──────── Material provided ────────
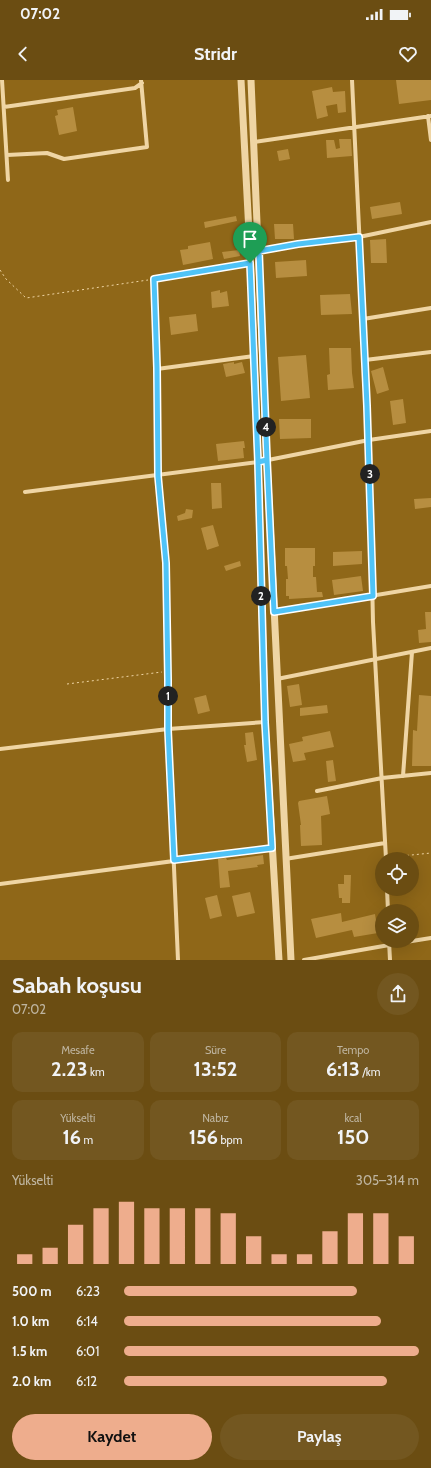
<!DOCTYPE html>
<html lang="tr">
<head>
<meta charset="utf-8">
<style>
	:root { --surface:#6b4d12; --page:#735720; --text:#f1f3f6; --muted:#beb49f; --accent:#eead8d }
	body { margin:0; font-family:Cabin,sans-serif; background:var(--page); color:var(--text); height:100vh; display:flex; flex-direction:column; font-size:15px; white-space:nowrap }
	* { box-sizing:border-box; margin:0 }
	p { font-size:13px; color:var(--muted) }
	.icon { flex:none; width:22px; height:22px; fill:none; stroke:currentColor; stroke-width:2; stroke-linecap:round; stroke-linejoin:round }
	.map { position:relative; height:880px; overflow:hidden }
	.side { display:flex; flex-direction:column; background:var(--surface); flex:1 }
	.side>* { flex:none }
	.tools { position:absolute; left:375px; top:772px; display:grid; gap:8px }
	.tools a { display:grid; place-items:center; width:44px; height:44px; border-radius:50%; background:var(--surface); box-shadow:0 4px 16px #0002; font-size:20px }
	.pin { position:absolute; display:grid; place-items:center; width:34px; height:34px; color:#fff; margin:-41px -17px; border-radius:50% 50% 50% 0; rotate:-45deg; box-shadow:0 0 4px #0007 }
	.pin .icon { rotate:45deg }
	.km { position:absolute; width:20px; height:20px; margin:-10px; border-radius:50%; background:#222; color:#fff; font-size:11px; line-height:20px; text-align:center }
	.round { display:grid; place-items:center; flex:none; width:42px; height:42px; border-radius:21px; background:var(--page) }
	.summary { display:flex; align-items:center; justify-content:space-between; height:68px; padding:0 12px }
	h1 { font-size:22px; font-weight:700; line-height:30px }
	.metrics { display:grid; grid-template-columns:repeat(3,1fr); gap:6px; height:68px; padding:4px 12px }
	.metrics div { display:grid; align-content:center; border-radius:10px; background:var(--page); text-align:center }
	.metrics b { font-size:20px; font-weight:700 }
	.metrics small { font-size:11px; font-weight:400 }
	.metrics p { font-size:11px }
	.chart { height:112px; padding:8px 12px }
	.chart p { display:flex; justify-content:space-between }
	.chart svg { width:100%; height:72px; margin-top:4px; stroke:var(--accent); stroke-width:6 }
	.primary-button { display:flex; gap:8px; margin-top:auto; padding:8px 12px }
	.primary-button a { flex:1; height:46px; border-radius:24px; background:var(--accent); color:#111; font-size:16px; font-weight:700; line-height:46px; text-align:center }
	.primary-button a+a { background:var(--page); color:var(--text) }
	ul { padding:0 12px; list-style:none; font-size:13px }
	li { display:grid; grid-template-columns:64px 48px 1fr; align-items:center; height:30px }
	li i { height:10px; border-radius:5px; background:var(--accent) }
	.status { display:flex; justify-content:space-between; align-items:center; height:28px; padding:0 20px; background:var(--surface); direction:ltr }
	.status svg { height:11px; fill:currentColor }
	header { display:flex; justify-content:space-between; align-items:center; height:52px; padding:0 12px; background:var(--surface); font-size:18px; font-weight:700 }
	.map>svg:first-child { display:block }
</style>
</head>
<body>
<div class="status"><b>07:02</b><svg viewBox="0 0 49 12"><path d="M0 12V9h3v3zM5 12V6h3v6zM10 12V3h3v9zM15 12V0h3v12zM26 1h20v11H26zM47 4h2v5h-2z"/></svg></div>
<header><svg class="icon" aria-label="back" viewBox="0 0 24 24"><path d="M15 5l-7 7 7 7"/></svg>Stridr<svg class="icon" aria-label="heart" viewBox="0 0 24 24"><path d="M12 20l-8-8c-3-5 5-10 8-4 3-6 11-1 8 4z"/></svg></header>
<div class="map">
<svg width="431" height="880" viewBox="0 0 431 880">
	<rect width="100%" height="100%" fill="#8f6718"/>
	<path fill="#b78e40" d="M396,0H431V20L399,24Z
		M332,7L333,12L345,11L346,32L338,33L337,24L326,26L328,36L317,39L312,11Z
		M73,27L77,51L59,55L55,36L58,35L57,30Z
		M339,59H351L352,76L327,78L326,60H334L336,69L340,68Z
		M288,69L290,79L279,81L277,71Z
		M400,122L402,134L372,139L370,127Z
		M236,136L237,141L205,148L204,142Z
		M274,144H293L294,159H275Z
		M386,159L387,183H371L370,160Z
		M210,162L213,179L183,185L180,170L188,169V166Z
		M239,170L240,176L224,179L222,172Z
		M306,180L307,196L276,198L275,182Z
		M220,210V213L227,211L229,226L212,228L211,212Z
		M350,214L352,234L321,235L320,215Z
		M196,234L198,251L171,255L169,237Z
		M329,268H351L352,293L354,308L328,310L327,295L330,294Z
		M306,275L310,318L281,321L278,277Z
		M234,282V284L242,282L245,293L226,297L223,284Z
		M383,287L389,310L377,314L371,291Z
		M403,319L406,343L393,345L390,321Z
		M279,339H311V358L280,359Z
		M244,361L245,368H243L244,378L218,381L216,364Z
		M211,403H221L222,428L212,429Z
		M431,418V427L415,429L414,419Z
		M186,429L193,430L192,438L178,441L177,436L185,433Z
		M213,445L219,466L207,470L201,448Z
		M285,468H315V486H313V497H316L317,512H322L323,517L289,519V516H286V499H288L287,486H285Z
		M362,471V484L333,486V472Z
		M240,481L241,486L226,491L224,486Z
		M361,496L363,511L334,515L332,500Z
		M425,532H431V562L419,563L418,550L426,549Z
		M299,604L302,625L290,627L287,606Z
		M206,615L210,631L198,634L194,618Z
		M419,615L431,616V686H412L413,650L417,651Z
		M327,625L328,633L300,636V628Z
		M330,651L334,667L304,673L306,680L293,682L289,664L303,661L302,657Z
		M253,652L257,680L247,682L244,665H246L245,653Z
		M333,680L336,701L328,702L326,681Z
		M327,716L330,734L321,736L322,765L301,766L300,745H301L298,723L299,721Z
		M263,775L264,784L257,785L258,787L228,791L230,807L220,808L218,779L226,778L227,780Z
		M344,795H351L350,823H342V818H339L338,804H344Z
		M250,812L255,833L237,837L232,816Z
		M217,815L222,836L210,839L205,818Z
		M341,833L342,842L375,834L378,853L354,857L352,850L316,858L311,839Z"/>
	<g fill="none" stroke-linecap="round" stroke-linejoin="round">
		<path stroke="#efd5a4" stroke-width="1" stroke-dasharray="2 3" stroke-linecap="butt" d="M0,190L6,199L26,218L148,200
			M67,604L162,592
			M392,777L431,773"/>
		<path stroke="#efd5a4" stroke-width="4" d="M2,0L8,100
			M352,0L369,360L373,542L386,779
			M4,27L135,8L142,3
			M428,36L431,60
			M254,62L431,36
			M7,75L47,73L64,79L147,67L141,0
			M259,171L298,164L359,157L431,142
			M363,239L431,228
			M365,280L431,272
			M157,289L254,276
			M25,412L258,382L369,360L431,351
			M274,532L431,506
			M277,599L431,568
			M0,669L168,649L265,642
			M403,696L412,572
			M317,711L382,698L431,693
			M285,779L385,763
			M0,804L272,768
			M387,809L388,831
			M389,861L390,880
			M412,861L431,858
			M178,880L168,649V600L166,483L158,396L157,289L154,199L250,183
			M304,880L412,861"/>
		<path stroke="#efd5a4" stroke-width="7" d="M241,0L250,172L258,382L265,642L279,880
			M251,0L267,381L291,880"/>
	</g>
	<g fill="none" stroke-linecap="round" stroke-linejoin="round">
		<g stroke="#fff" stroke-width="8">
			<path id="route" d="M250,183L154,199L157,288L158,396L166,483L168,600V650L174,780L272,768L265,642L258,382L267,380L274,532L373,516L367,326L359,157L298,164L259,171L267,380L258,382L250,183"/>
		</g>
		<use href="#route" stroke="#4fc3f7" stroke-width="5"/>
	</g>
</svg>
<div class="tools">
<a><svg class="icon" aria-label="locate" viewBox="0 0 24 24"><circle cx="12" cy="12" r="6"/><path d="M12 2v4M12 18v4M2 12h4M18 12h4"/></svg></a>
<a><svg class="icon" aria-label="layers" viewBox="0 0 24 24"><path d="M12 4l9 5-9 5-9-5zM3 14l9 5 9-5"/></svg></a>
</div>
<div class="pin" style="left:250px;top:183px;background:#1e9e55"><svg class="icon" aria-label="arrive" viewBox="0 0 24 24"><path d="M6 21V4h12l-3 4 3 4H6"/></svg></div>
<b class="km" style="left:168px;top:616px">1</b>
<b class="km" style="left:261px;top:516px">2</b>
<b class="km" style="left:370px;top:394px">3</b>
<b class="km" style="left:266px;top:347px">4</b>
</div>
<section class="side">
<div class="summary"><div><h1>Sabah koşusu</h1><p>07:02</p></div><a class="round"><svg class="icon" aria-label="share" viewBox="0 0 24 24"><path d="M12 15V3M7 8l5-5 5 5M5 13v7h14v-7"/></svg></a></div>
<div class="metrics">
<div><p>Mesafe</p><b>2.23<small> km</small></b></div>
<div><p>Süre</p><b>13:52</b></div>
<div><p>Tempo</p><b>6:13<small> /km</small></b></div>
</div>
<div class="metrics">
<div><p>Yükselti</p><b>16<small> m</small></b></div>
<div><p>Nabız</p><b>156<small> bpm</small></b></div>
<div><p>kcal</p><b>150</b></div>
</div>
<div class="chart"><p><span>Yükselti</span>305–314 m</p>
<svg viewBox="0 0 160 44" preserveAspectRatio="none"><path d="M5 44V38M15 44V34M25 44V20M35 44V10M45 44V6M55 44V10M65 44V10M75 44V10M85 44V13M95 44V27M105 44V38M115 44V38M125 44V24M135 44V13M145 44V13M155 44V27"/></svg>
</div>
<ul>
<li><b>500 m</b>6:23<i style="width:79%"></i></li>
<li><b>1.0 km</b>6:14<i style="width:87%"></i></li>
<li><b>1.5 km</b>6:01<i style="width:100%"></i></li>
<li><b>2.0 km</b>6:12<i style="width:89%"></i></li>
</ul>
<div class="primary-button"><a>Kaydet</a><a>Paylaş</a></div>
</section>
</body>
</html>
────────
Activity >> Every line of the records that includes the word "shadow" should be gathered.

Response to the exercise >>
	.tools a { display:grid; place-items:center; width:44px; height:44px; border-radius:50%; background:var(--surface); box-shadow:0 4px 16px #0002; font-size:20px }
	.pin { position:absolute; display:grid; place-items:center; width:34px; height:34px; color:#fff; margin:-41px -17px; border-radius:50% 50% 50% 0; rotate:-45deg; box-shadow:0 0 4px #0007 }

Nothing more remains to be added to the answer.